Cyclonus takes another step forward, frame tense, as though to step between them. But the minibot peers up at him, face mask and visor offering no tells, and… defies him.
“I’m not telling you.”
Bold mech. Stupid.
It is one thing to challenge Megatron. Megatron, the Autobot. Megatron, Traitor to his own Primus-damned cause. Megatron, Adrift. Unfortunately for the minibot, with each passing moment, Megatron has gone further and further from the present, has fallen back on centuries-old protocols. Megatronus, Champion of the Pits, has risen from the dust yet again.
Megatronus knows, like he knows the grit of spilt Energon beneath his pedes, that he could crush the minibot's helm within one hand with room to spare, and revel in the viscera. But Megatronus is no mere brute; Megatronus was the Primus-damned Lord of the Pits. He knows when to strike and when to wait.
Dead bots tell no tales, after all.
“Tailgate!”
“I’m not! This is—This whole thing is wrong, and I won’t!”

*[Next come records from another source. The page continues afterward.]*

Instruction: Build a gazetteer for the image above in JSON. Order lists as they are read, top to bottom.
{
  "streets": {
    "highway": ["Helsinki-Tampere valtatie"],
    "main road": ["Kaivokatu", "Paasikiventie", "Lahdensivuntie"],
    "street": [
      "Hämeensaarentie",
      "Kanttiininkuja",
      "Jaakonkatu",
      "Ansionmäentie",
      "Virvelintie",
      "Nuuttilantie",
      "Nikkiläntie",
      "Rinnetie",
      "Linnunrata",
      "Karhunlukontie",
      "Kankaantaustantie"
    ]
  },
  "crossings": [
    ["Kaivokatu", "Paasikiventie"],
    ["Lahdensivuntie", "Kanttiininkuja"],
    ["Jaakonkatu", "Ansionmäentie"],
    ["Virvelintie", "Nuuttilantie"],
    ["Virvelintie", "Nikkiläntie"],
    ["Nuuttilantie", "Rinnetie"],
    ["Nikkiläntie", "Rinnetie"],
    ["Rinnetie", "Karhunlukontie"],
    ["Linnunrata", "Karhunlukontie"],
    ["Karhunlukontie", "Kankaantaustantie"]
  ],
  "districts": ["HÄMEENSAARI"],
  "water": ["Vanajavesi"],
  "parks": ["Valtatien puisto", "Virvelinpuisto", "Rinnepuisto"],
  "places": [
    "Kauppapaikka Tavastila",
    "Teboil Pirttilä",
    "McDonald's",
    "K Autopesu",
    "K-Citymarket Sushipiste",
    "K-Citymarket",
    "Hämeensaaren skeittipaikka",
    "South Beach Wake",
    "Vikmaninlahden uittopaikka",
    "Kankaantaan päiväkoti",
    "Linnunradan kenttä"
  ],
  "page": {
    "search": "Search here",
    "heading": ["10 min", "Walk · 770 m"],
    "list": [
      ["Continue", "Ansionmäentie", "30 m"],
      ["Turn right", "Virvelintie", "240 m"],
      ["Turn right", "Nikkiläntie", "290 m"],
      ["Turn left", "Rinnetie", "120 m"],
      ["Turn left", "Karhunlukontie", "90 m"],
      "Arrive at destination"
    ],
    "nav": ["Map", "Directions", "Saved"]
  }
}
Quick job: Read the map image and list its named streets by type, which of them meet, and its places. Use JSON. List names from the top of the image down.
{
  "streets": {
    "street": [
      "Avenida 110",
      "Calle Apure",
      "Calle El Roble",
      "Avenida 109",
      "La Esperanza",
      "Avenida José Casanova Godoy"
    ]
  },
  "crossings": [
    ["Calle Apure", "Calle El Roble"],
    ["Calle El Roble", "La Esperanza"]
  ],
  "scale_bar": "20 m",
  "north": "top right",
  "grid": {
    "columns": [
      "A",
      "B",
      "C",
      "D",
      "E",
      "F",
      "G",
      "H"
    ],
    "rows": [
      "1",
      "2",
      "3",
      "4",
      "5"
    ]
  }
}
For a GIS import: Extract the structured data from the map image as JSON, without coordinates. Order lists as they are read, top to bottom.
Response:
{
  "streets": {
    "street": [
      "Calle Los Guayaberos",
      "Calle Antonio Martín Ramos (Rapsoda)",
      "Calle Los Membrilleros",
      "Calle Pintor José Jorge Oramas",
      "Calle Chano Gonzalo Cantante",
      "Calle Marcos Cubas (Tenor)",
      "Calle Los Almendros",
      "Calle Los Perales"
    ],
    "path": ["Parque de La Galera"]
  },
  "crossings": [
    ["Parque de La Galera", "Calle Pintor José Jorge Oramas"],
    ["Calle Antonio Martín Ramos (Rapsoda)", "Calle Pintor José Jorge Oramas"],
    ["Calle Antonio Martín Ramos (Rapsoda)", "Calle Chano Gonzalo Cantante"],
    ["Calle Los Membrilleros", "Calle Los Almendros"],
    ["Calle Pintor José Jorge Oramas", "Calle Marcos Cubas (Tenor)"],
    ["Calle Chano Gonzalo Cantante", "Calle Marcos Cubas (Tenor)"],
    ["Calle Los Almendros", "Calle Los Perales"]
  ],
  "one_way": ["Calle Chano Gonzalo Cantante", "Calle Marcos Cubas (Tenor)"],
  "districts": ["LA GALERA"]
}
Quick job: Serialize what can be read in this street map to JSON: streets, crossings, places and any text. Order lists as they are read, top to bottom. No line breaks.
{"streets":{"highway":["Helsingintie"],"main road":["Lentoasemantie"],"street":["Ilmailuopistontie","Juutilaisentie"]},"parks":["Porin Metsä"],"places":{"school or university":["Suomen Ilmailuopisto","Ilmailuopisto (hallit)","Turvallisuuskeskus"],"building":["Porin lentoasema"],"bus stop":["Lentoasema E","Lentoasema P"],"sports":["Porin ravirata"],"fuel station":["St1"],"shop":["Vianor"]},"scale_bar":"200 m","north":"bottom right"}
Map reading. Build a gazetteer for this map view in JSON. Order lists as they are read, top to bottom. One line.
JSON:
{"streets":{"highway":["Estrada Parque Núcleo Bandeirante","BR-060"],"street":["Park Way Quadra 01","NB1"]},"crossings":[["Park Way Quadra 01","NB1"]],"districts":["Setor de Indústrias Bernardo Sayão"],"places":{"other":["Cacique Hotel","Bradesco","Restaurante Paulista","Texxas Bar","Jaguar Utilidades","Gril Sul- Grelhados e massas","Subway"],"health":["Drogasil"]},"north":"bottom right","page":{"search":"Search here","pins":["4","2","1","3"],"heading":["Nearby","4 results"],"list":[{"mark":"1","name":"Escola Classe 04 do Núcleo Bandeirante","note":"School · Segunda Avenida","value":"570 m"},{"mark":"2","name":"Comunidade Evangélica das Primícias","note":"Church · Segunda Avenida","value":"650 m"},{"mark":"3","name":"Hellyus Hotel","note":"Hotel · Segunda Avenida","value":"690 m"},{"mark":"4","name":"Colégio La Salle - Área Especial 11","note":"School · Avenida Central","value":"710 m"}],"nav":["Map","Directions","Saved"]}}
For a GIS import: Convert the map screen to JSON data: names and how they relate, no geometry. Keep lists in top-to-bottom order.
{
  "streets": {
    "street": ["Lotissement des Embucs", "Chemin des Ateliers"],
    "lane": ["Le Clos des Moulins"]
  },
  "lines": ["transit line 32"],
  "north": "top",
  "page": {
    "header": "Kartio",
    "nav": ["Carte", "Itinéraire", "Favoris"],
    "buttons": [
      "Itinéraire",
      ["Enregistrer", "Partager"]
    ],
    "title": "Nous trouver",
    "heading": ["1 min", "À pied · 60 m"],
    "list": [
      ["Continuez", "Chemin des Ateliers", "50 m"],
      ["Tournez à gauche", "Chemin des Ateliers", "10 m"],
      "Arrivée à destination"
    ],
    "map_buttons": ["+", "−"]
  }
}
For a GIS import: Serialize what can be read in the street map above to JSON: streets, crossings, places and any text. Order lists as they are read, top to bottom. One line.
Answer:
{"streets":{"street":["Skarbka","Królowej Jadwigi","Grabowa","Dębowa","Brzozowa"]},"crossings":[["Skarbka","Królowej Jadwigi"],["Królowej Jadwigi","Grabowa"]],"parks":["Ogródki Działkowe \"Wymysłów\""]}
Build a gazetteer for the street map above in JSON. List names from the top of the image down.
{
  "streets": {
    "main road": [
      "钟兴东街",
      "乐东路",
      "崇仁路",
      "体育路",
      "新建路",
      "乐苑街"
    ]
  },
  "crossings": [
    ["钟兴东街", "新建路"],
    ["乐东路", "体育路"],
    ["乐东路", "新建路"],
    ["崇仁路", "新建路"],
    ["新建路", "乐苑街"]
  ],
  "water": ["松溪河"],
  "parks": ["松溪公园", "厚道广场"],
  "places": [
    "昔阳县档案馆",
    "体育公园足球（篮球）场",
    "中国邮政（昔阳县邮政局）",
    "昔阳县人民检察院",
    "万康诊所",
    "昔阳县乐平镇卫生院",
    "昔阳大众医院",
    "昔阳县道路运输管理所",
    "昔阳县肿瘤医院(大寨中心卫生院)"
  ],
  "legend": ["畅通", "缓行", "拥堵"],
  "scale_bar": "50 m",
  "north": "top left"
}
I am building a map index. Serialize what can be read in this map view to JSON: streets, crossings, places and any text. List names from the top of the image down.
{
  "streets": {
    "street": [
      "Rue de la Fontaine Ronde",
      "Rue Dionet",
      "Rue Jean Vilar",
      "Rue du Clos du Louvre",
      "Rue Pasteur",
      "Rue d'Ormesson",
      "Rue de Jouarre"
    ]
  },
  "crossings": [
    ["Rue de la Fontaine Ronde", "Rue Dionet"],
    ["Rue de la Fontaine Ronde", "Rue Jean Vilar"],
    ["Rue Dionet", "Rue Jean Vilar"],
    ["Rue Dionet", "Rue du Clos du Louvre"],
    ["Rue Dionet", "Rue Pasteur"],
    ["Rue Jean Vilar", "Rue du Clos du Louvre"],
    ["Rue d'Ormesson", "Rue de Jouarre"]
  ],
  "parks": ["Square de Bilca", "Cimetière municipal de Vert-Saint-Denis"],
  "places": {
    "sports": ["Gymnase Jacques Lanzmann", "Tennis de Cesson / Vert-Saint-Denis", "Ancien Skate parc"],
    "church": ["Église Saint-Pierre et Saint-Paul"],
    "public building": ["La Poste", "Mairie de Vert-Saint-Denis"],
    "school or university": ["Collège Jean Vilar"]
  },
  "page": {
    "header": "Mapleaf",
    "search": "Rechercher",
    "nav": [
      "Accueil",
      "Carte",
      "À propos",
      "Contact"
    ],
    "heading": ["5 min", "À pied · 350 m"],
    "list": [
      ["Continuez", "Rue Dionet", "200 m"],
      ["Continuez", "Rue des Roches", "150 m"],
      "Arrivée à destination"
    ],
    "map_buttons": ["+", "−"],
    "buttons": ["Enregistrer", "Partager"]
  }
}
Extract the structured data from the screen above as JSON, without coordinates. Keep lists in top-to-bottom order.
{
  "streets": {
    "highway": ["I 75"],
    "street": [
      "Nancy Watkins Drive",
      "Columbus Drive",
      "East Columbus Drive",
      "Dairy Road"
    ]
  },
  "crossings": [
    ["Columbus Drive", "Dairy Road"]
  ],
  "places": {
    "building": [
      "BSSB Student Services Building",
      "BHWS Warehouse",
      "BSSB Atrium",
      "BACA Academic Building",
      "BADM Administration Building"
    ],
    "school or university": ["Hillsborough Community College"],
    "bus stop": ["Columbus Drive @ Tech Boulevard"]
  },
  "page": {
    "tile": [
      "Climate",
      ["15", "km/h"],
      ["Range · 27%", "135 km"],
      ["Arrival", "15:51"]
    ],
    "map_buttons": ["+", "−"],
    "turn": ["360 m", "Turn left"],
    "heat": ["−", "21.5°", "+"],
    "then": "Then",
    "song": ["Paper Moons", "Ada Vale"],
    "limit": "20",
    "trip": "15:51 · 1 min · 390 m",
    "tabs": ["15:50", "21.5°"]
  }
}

Cyclonus and the minibot begin to argue, and after a beat, Rodimus involves himself. But Megatronus is not listening. Because—
His internal comms turn themselves on, full of white noise and reverb. And then, Ravage.
:MEGATRON—DON’T COME—DOWPL—RUN:
Ravage’s voice is a howl, full of pain and anger and Megatron—he is Megatron again, Megatron who is so afraid—is already pinging back the signal, trying to get a location. Ravage had to have hacked one of their aggressors to get that message out. Ravage is alive, and fighting. He starts to run again, ignoring the cries and shouts from behind him. Nothing matters now but Ravage.
Time seems to drag, kliks into breems as he tries to narrow down the signal. He's never been much of a tracker, only has his own internal compasses and chronometers to rely on. Eventually, what feels like joors later, the ping back leads him to a door almost directly across the ship from his own quarters and it makes him seethe. It’s not so early that no other mechs would be up and about, but of course if they saw Ravage in danger, they would turn a blind optic. If not join in themselves.
He doesn’t bother with knocking. Fool’s Energon or not, he was made to break things, by the weight and shape of his frame alone. He slams one heavy pede into the door and it buckles, metal crumpling inward. He takes a half-step back and then rams his shoulder into it, and it flies from the doorframe, disappearing into the dark of the room. By the curses that follow, he hit someone. Good.
The room—not a hab suite, but perhaps a storage room of some sort—is dark, and cold. It has fallen quiet, but he can hear the steady drip of some liquid, can feel the muted pulse of a vaguely familiar EM field. He steps inside, just past the doorway.
“Return Ravage to me unharmed and perhaps I will not crush your spark chamber beneath my pedes,” he announces to the darkness, shifting his weight.
His answer is a displacement of air and he ducks underneath the storage crate that comes flying at his head. Two more crates follow the first, and he dodges and slides forward, wishing that he at least had a blade. Wishing that he was at full strength. There’s a crash and then a flash of light. Flares? Explosives? He avoids them all the same.
Another flash of flame, more than enough light to see by. There, towards what he thinks is a corner. The reflective shine of a paint job. Reds and yellows.
He’d think Rodimus, if he didn’t know better. No, it’s the other one. Keeps getting all those weapons confiscated. Slag it all to the Pit, who?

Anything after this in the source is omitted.